Tout ce temps, ils n’étaient pas secrets pour le plaisir. Ils étaient prudents.

Je baissai à nouveau les yeux sur le parchemin.

Il n’y avait que deux symboles, sous quelque angle que je regarde.

« …Je vois », dis-je doucement.

Pourtant, quelque chose me semblait faux. Comme s’il me manquait une pièce importante.

S’ils étaient aussi prudents sur ce que cela signifiait… est-ce que ça voulait dire qu’ils n’avaient aucune idée de ce que ces symboles voulaient dire non plus ?

Je jetai un coup d’œil vers eux.

« …Avez-vous, l’un ou l’autre, déjà essayé de les interpréter vous-mêmes ? »

Un silence pesant s’installa.

Puis Père expira par le nez. « J’ai essayé », admit-il. « J’ai acheté des livres, tous ceux que je pouvais trouver sur les Symboles de Talents… Mais les livres étaient ardus. Même quand ils étaient écrits en langage clair, les théories se contredisaient. J’ai réalisé… qu’il n’y avait aucun moyen pour moi d’interpréter vos Symboles avec justesse. »

Donc… c’est pour ça qu’il y avait tant de livres sur les Talents dans la bibliothèque familiale.

Mais… je pensais que ces livres n’étaient que les bases.

« Cependant », dit Mère soudain. Elle reporta son regard sur moi, droit dans les yeux. « Je voulais que tu deviennes forte quand même, Talent ou pas. »

« Je voulais te prouver, à toi et à eux, que tu n’avais pas besoin d’un Talent pour être grande.

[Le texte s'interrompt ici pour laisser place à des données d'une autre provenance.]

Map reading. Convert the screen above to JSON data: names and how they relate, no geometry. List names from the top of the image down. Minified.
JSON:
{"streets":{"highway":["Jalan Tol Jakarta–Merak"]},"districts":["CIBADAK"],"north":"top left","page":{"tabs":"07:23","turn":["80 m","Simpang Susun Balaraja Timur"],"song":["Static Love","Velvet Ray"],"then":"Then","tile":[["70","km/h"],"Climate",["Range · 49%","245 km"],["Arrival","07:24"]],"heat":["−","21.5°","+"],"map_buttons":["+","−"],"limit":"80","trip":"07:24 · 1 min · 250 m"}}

Même si tu ne portais que deux symboles, ta volonté surpasserait n’importe qui en ayant cinq ou six. »

Elle marqua une pause, puis détourna à nouveau le regard, comme pour cacher son visage. Mais au faible reflet que j’aperçus dans le miroir, je compris qu’elle avait… un visage douloureux.

« J’avais besoin de croire que si ton Talent s’avérait faible… ou s’il s’avérait inexistant… tu tiendrais quand même. Et pas juste debout pour survivre… mais debout au-dessus des autres. »

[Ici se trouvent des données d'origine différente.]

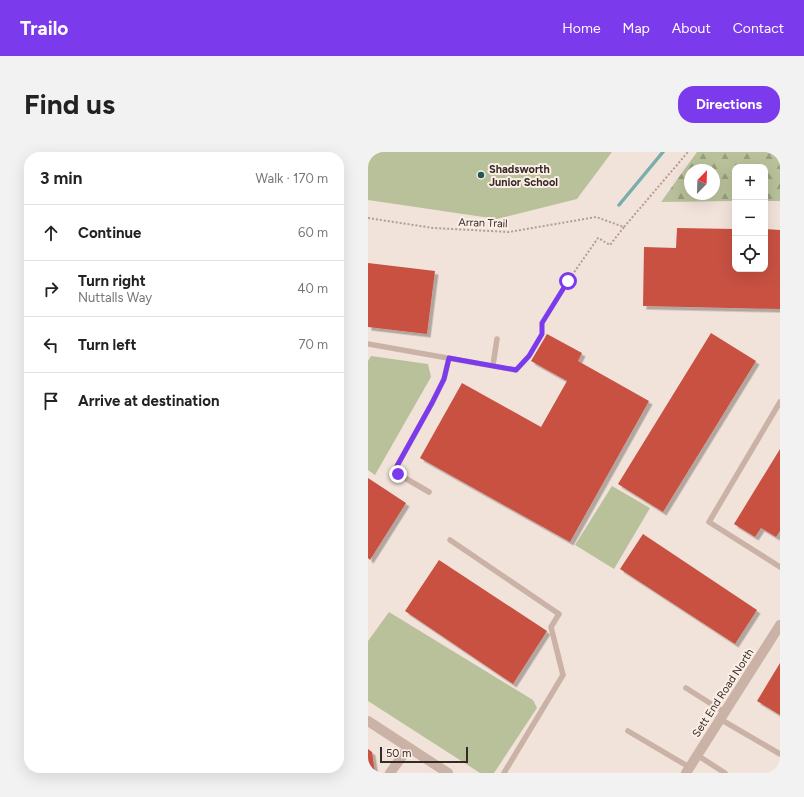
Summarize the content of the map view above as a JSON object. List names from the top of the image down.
{
  "streets": {
    "street": ["Sett End Road North"],
    "path": ["Arran Trail"]
  },
  "places": ["Shadsworth Junior School"],
  "scale_bar": "50 m",
  "north": "top right",
  "page": {
    "header": "Trailo",
    "nav": [
      "Home",
      "Map",
      "About",
      "Contact"
    ],
    "buttons": "Directions",
    "title": "Find us",
    "heading": ["3 min", "Walk · 170 m"],
    "map_buttons": ["+", "−"],
    "list": [
      ["Continue", "60 m"],
      ["Turn right", "Nuttalls Way", "40 m"],
      ["Turn left", "70 m"],
      "Arrive at destination"
    ],
    "scale": "50 m"
  }
}
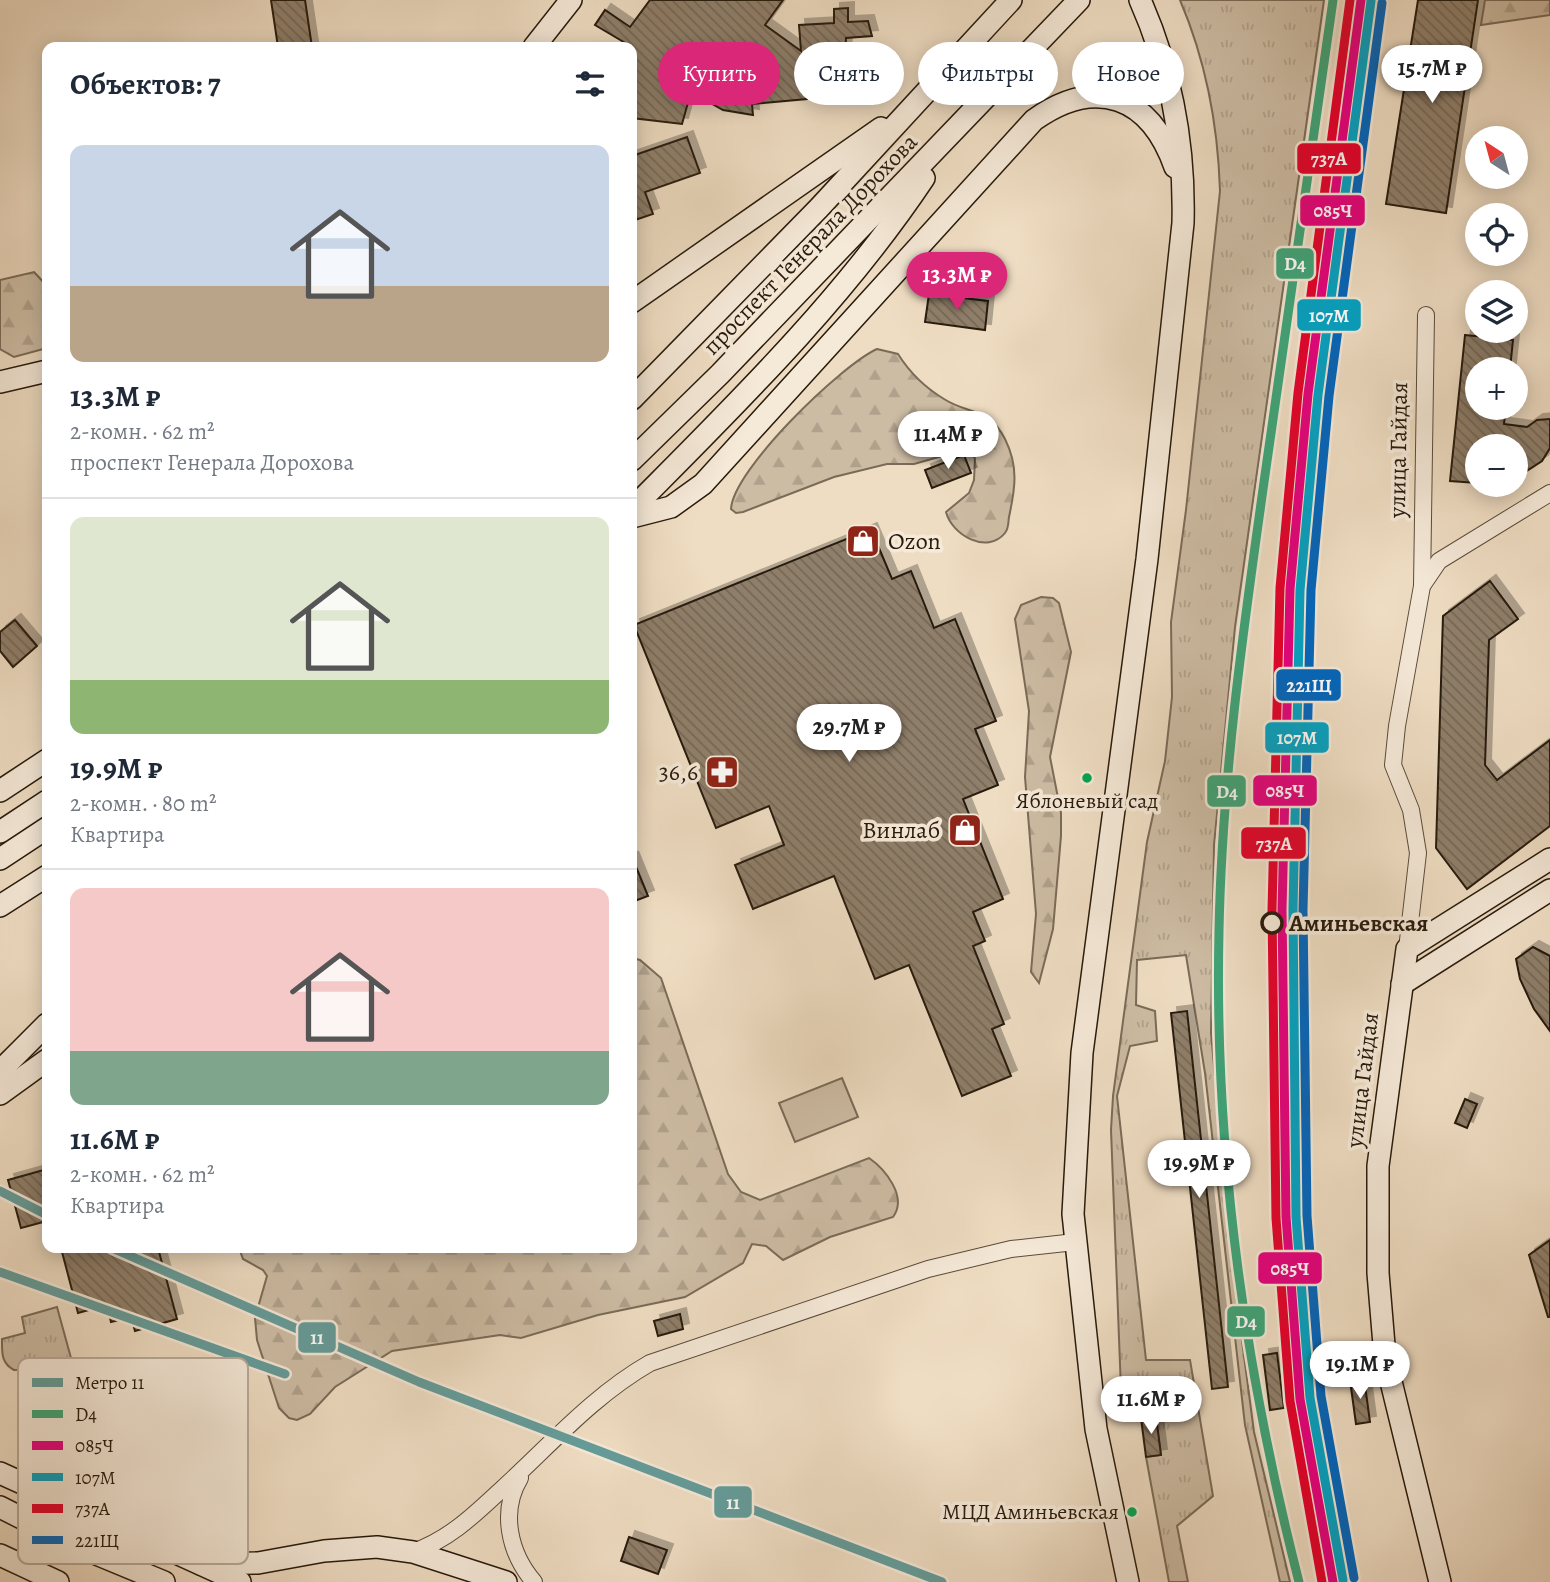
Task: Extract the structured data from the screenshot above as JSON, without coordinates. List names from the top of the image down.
{
  "streets": {
    "street": ["проспект Генерала Дорохова", "улица Гайдая"]
  },
  "places": {
    "shop": ["Ozon", "Винлаб"],
    "pharmacy": ["36,6"],
    "other": ["Яблоневый сад", "Аминьевская", "МЦД Аминьевская"]
  },
  "lines": [
    "transit line D4",
    "transit line 085Ч",
    "transit line 737А",
    "transit line 107М",
    "transit line 221Щ",
    "metro line 11"
  ],
  "legend": [
    "Метро 11",
    "D4",
    "085Ч",
    "107М",
    "737А",
    "221Щ"
  ],
  "north": "top left",
  "page": {
    "chip": [
      "Купить",
      "Снять",
      "Фильтры",
      "Новое"
    ],
    "heading": "Объектов: 7",
    "price": [
      "15.7M ₽",
      "13.3M ₽",
      "11.4M ₽",
      "29.7M ₽",
      "19.9M ₽",
      "19.1M ₽",
      "11.6M ₽"
    ],
    "map_buttons": ["+", "−"],
    "list": [
      {
        "name": "13.3M ₽",
        "note": "2-комн. · 62 m² · проспект Генерала Дорохова"
      },
      {
        "name": "19.9M ₽",
        "note": "2-комн. · 80 m² · Квартира"
      },
      {
        "name": "11.6M ₽",
        "note": "2-комн. · 62 m² · Квартира"
      }
    ]
  }
}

Ces mots résonnèrent plus fort que tout le reste dans la pièce.

Était-ce vraiment ainsi qu’elle me voyait depuis tout ce temps ?

« C’est pour ça que nous avons une question pour toi, Carine », dit Père.

Je me tournai vers lui, silencieuse mais attendant ce qu’ils pouvaient me demander.

Il posa sa main délicatement sur le parchemin. « Continueras-tu ton entraînement ? Même après avoir appris tout cela ? »

Je fixai Père en silence, sans même cligner des yeux. Je déplaçai doucement mon regard vers Mère. Elle regardait toujours le ciel enneigé par la fenêtre givrée. Le silence s’étira un instant de plus.

Mais alors… je la vis. Une courbe infime au coin des lèvres. Un sourire très, très léger.

Depuis aussi loin que je me souvienne, l’approbation de Mère ne passait jamais par les mots. C’était toujours dans les plus petits gestes. Celui-ci, c’en était un.